Com este novo longa, a impressão é de um passo para trás, um retorno em direção a essa uniformidade. Mesmo assim, algumas partes se destacam, como os travellings e as panorâmicas que a cineasta usa de maneira bem interessante: os skatistas nos levando até a protagonista, por exemplo, ou as pessoas tecendo tapetes em um salão, ambos os momentos dentro dos primeiros vinte minutos. Ou os momentos em que a protagonista faz arte, que sugerem uma tentativa de aproximação temporal com A Bela Intrigante (1994), de Jacques Rivette, grande filme sobre inspiração artística. Ou ainda o voo do pombo dentro da galeria.
Michelle Williams é Lizzy, escultora prestes e estrear uma importante exibição, embora o trabalho e um gatinho de estimação chamado Ricky insistam em atrapalhar sua concentração. Ela perambula meio assustada, com meias e chinelos de idosa e uma expressão meio anêmica no rosto. Ricky fere um pombo que entra na casa por acidente. Lizzy o liberta, mas a vizinha Jo (Hong Chau), que é também a proprietária do apartamento onde mora, o encontra e pede que Lizzy fique com ele durante o dia, como um grande favor. Seu dia de folga no trabalho era para esculpir, mas ela passa a ser babá de pombo ferido, e assim o será por boa parte do filme.
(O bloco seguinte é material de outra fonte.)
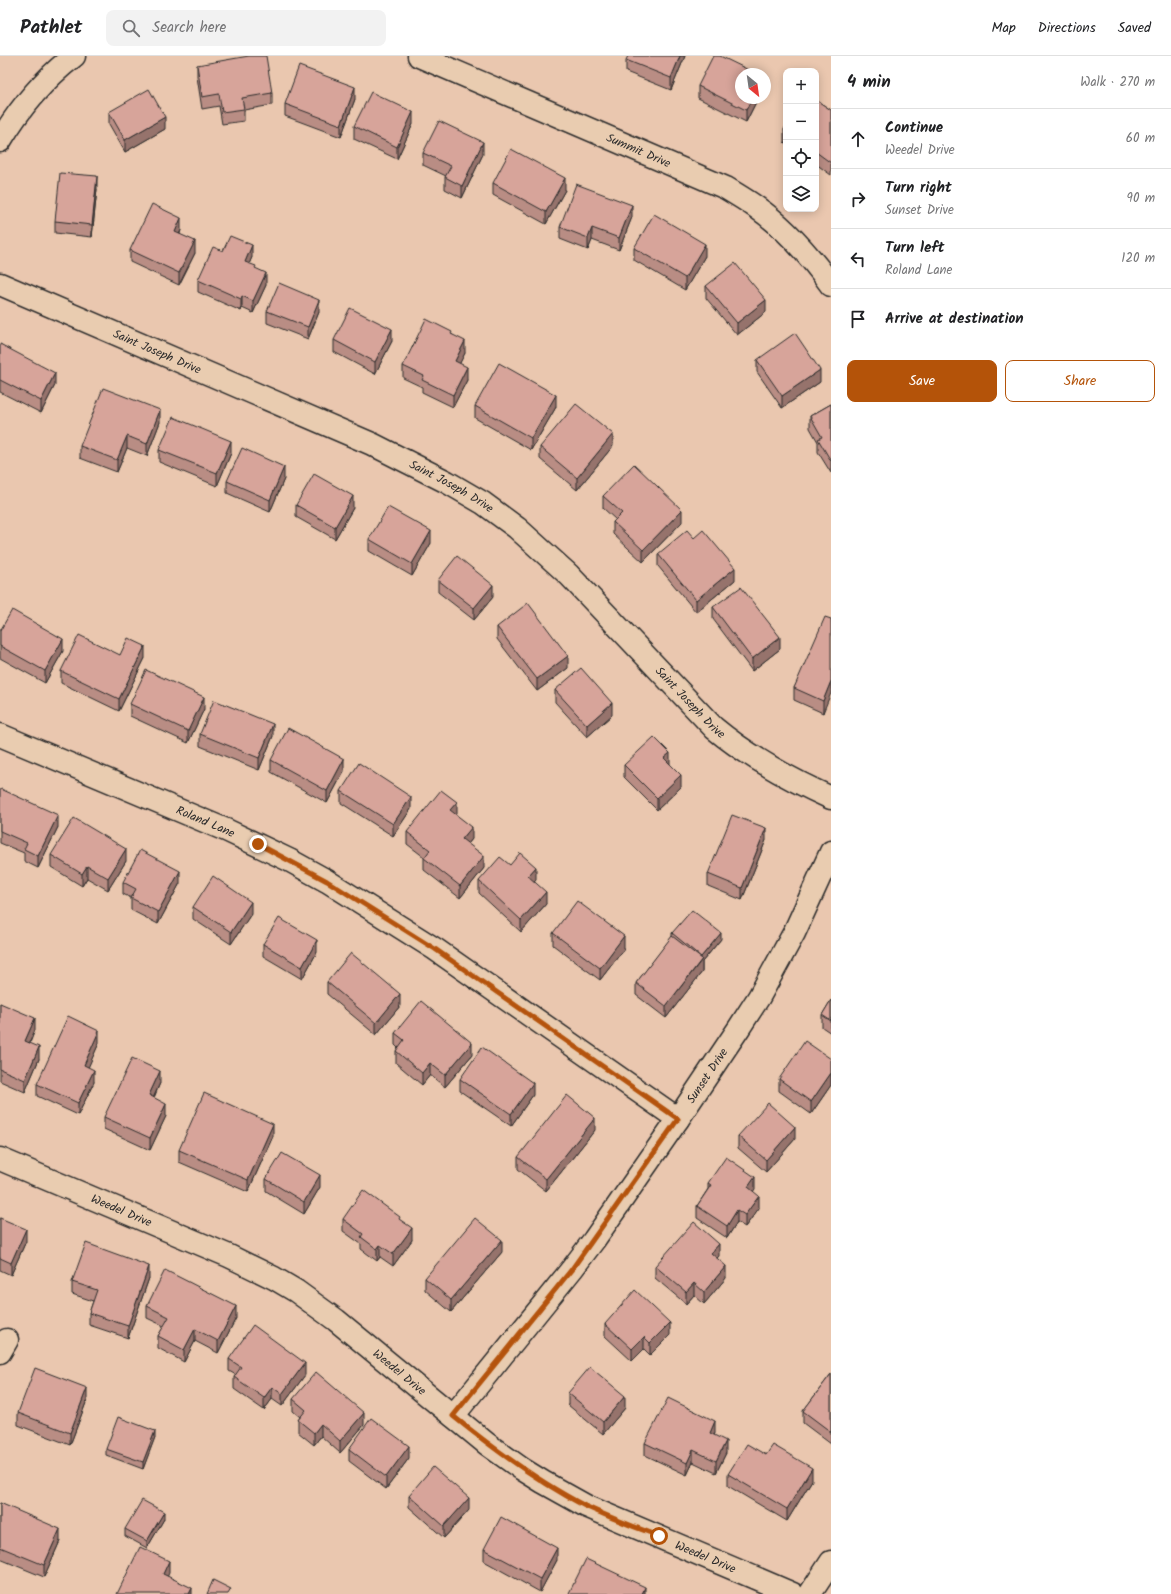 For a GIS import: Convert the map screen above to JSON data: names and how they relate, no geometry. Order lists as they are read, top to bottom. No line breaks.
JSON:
{"streets":{"street":["Summit Drive","Saint Joseph Drive","Roland Lane","Sunset Drive","Weedel Drive"]},"crossings":[["Roland Lane","Sunset Drive"],["Sunset Drive","Weedel Drive"]],"north":"bottom right","page":{"header":"Pathlet","search":"Search here","nav":["Map","Directions","Saved"],"heading":["4 min","Walk · 270 m"],"map_buttons":["+","−"],"list":[["Continue","Weedel Drive","60 m"],["Turn right","Sunset Drive","90 m"],["Turn left","Roland Lane","120 m"],"Arrive at destination"],"buttons":["Save","Share"]}} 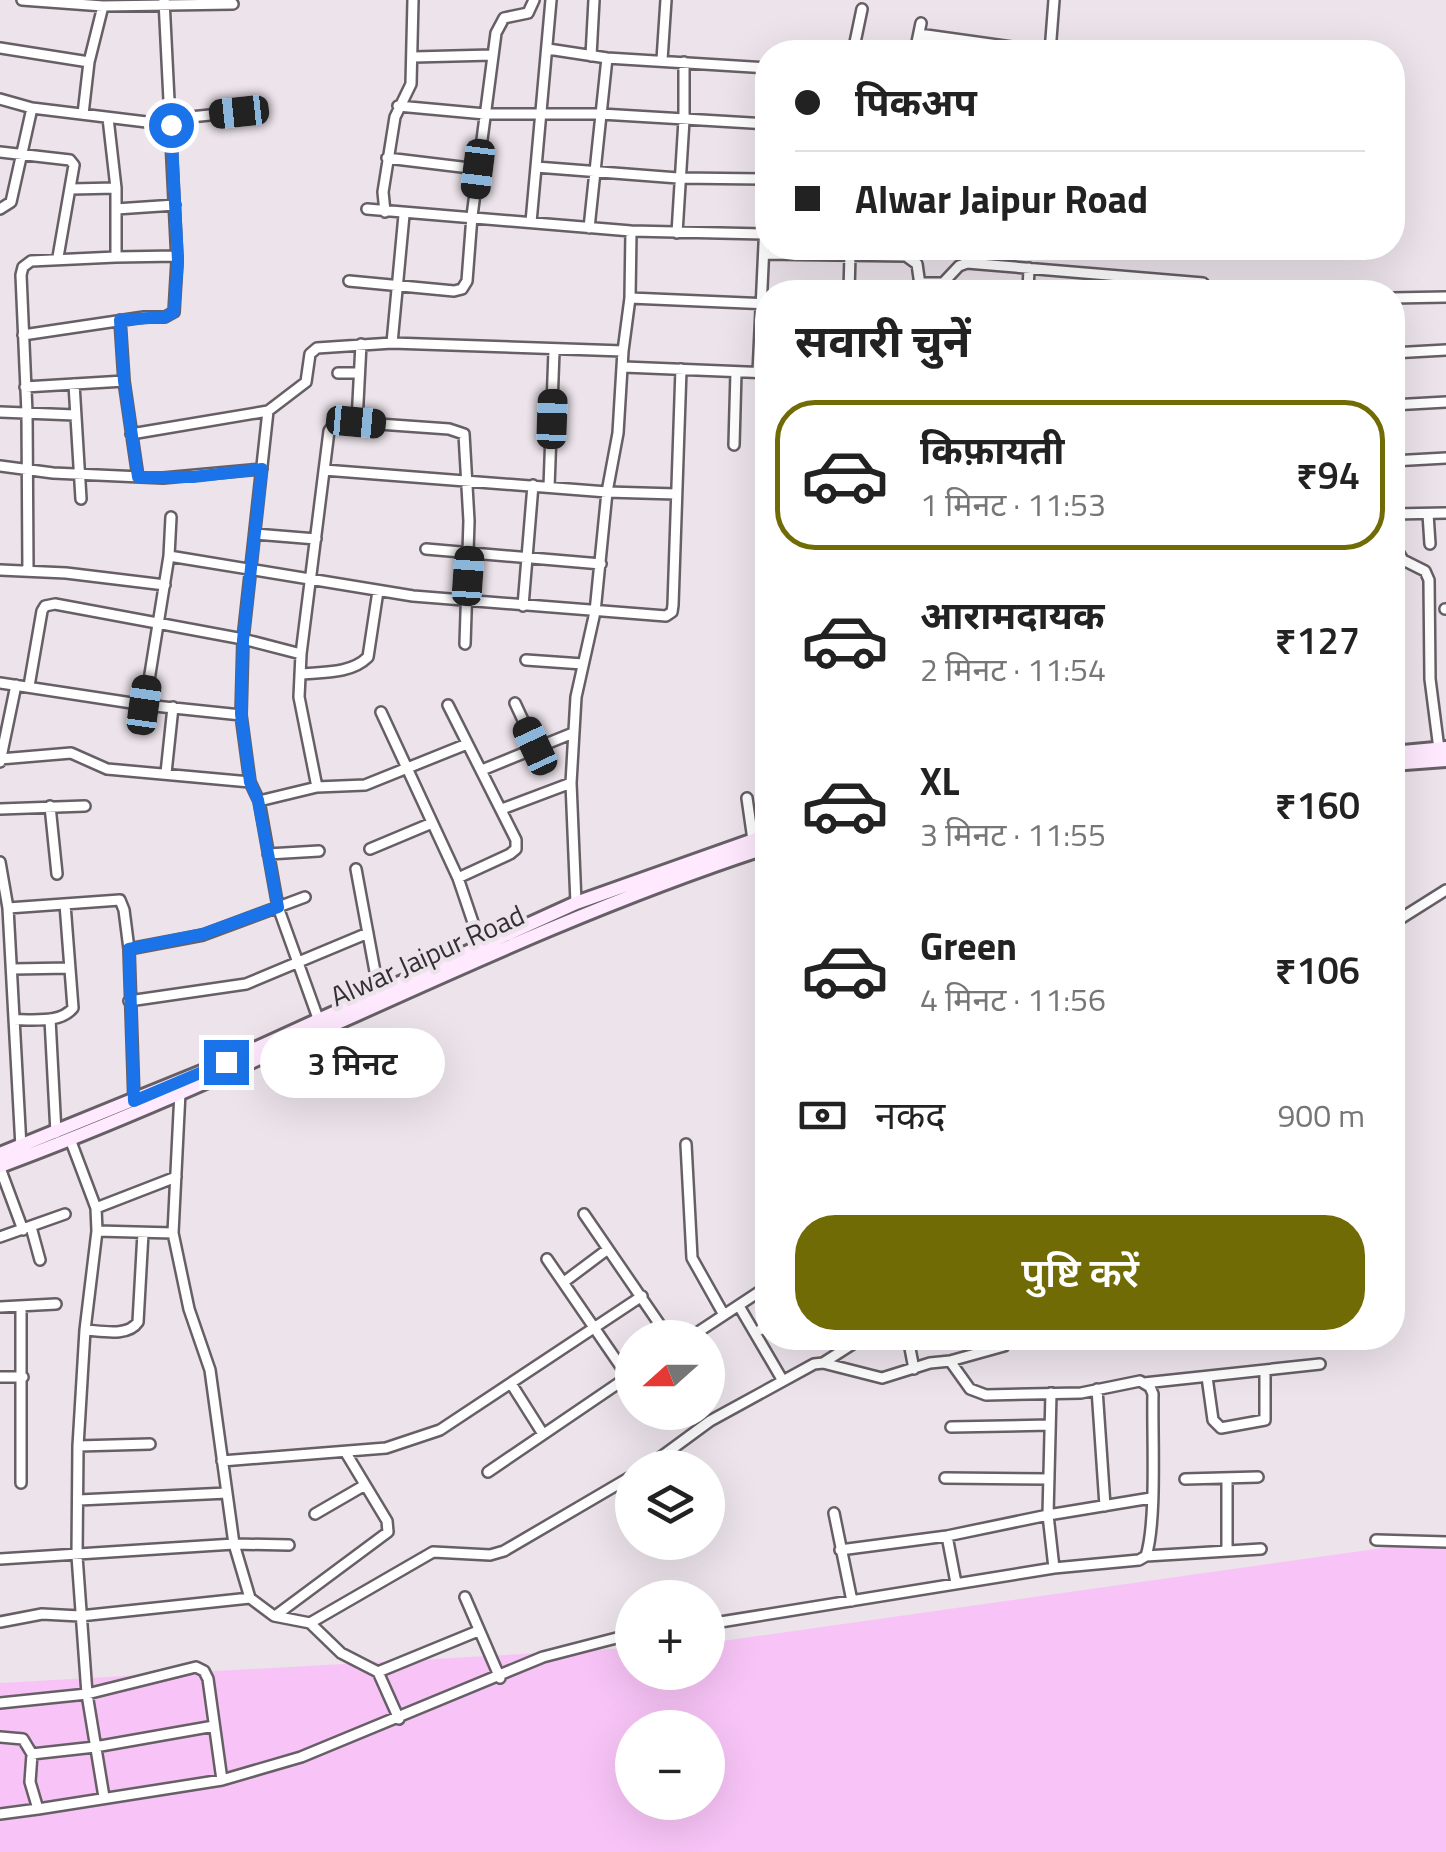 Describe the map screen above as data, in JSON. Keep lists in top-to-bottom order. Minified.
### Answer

No tom, não há muita diferença entre Showing Up e Uma Bela Manhã (2022), de Mia Hansen-Løve. Os personagens de Reichardt são mais curiosos e diversos, o que lhe dá uma vantagem. Além disso, ela sabe trabalhar com um tipo de humor marcado pela discrição e pelo inusitado, como o companheiro de trabalho que zomba de Lizzy por ela ter levado o pombo numa veterinária. Finalmente, Mia Hansen-Løve tem uma direção meio apagada, que parece se esconder de qualquer ideia de estilo, enquanto Reichardt parece estilosa mesmo quando procura deixar o estilo em segundo plano.
Em alguns momentos, as expressões faciais de Michelle Williams lembram as de Vladimir Brichta em Capitu e o Capítulo (2021), depois que ele observa certa semelhança entre o seu filho e Escobar. O mais interessante é que tanto Bressane quanto Reichardt parecem procurar o mesmo efeito. É como se o mundo tivesse se tornado parte de uma dimensão fantasmagórica, no qual a normalidade é rara e seus personagens reagem a esse mundo com um misto de desespero e estupefação.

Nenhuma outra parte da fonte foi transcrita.